I took Laurie’s paper home and pulled it out while sipping a cup of coffee on the front porch. An Inquiry Into the God/Man Dynamic by Means of Employing the Art of Prose, said the title page. I read it twice (the second time aloud) and began wondering what I had gotten myself into. If the title was that complicated, what was the rest of it going to be like?
I never got a chance to find out. By the end of the first page, my brain hurt. By the end of the second, I was drooling. When my eyes began rolling into the back of my head at the fourth page, I decided I’d had enough.
I took the paper back to her the next day and confessed that while I was sure it was very informative, it was also just a tad over my head. Laurie seemed to take that as a compliment. Philosophers were supposed to be a tad over everyone’s head. “The search for truth and meaning requires a unique combination of vagueness and brains,” she told me. “It’s not for everyone.”
“Are you writing?” she asked.
“Yes’m,” I answered.
“I think the writing process is fascinating. The synergy between mind and page overwhelms me. Does it you?”
“I guess so,” I said with a shrug. Mostly because I wasn’t sure what “synergy” meant. Though it did sound like a pretty cool name for a drink.
“It’s incumbent upon every writer to expose the hubris of our lives and reinstate the grandeur of the interaction between the divine and man.”
“I know,” I said, not knowing.
“My next series is going to attempt to discover a correlation between man’s longing to rediscover his true distinctiveness in the cosmic relationship and his struggle to adequately define his true nature,” she continued. Then, “What are you writing about?”
“Pretty much the same thing,” I said. “Throwing stuff in the creek by our house.”

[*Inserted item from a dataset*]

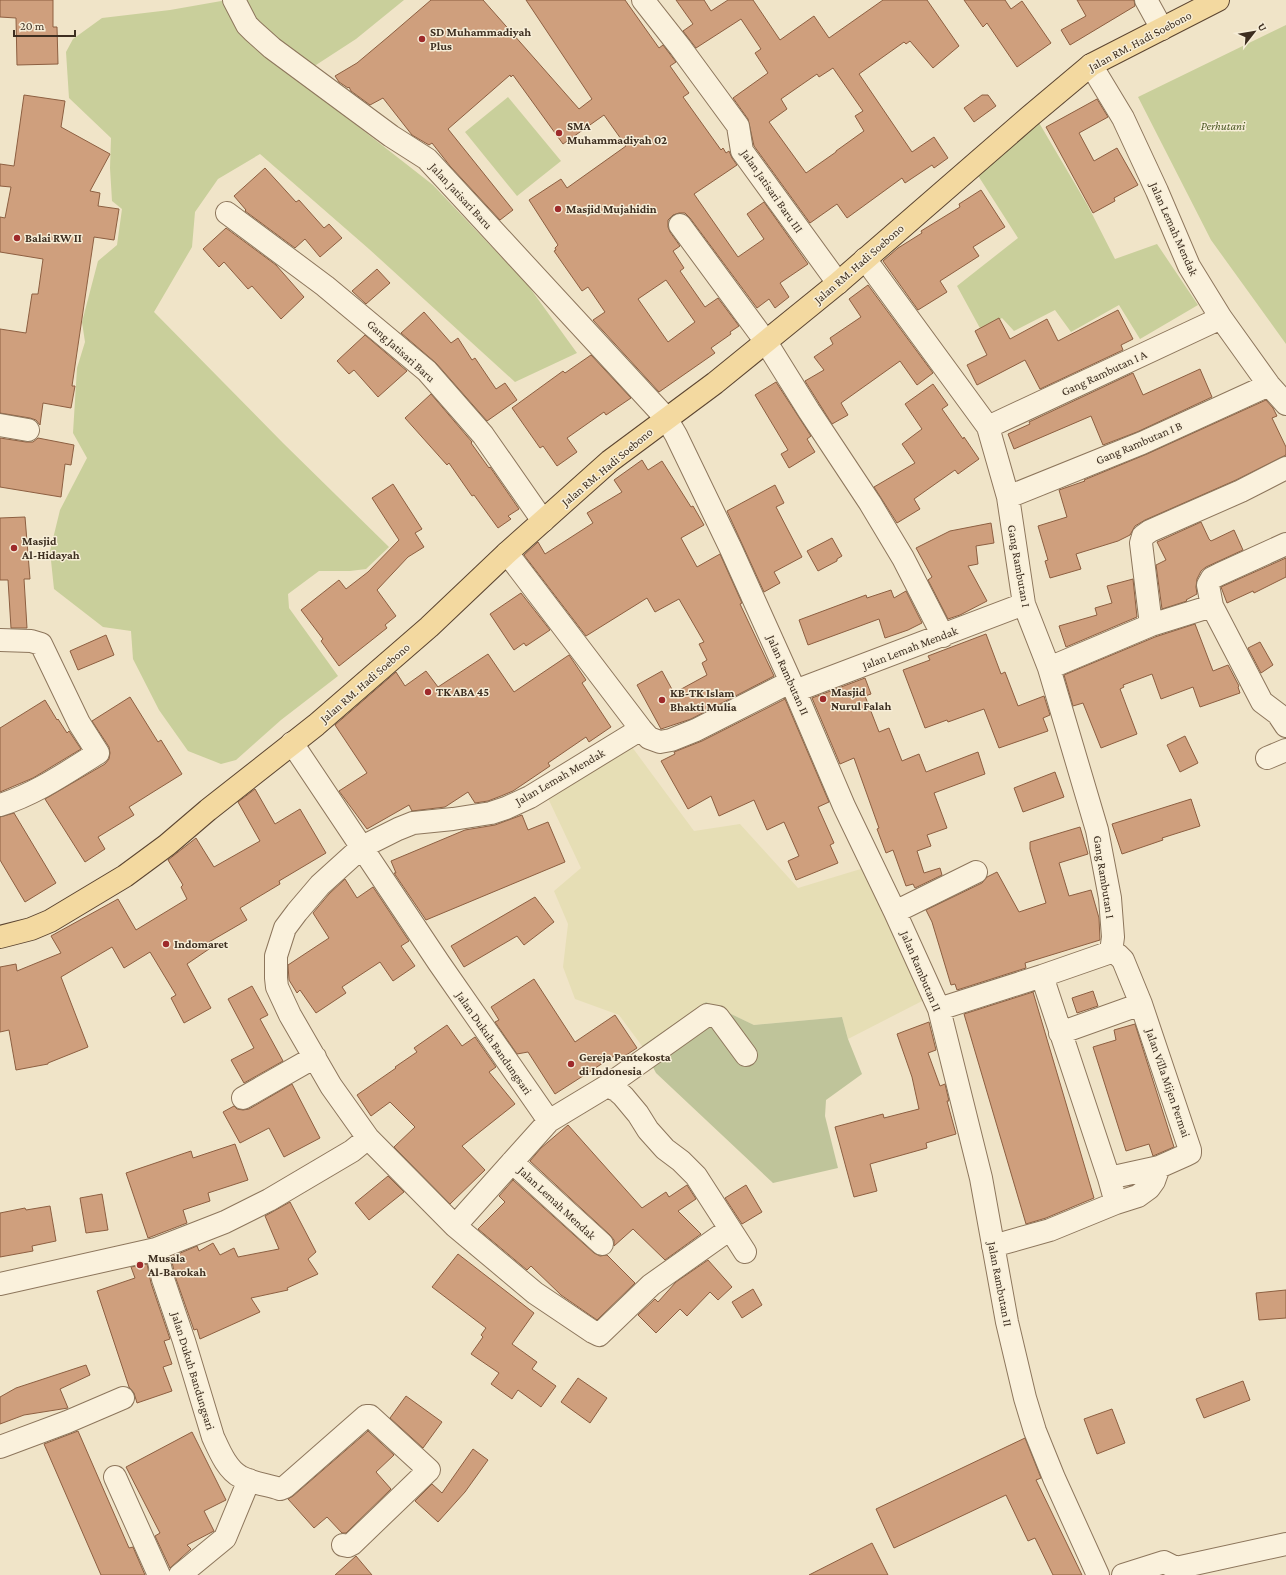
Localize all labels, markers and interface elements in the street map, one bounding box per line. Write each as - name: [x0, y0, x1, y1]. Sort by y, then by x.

Laurie sat at her desk, staring at me. She fidgeted with her glasses and cleared her throat, giving her precious moments to figure out how to respond.
“Oh,” she said. “Well, that’s…good.”
There was an uncomfortable pause in our conversation just then, which gave me the opportunity to invite Laurie back to her work. She did, thankful that I’d suggested it. And I left.
It was on my way out when I remembered two things. One was that much of what passed as philosophy had always confused me. The other was that deep down, I didn’t like Laurie at all.
Not because she wasn’t a nice person (she was) or because she was a tad arrogant (she was that, too), but because we differed on a fundamental belief when it came to finding truth and meaning in life. To her, such pursuits were limited to those with big brains and bigger vocabularies. To me, they were the property of us all.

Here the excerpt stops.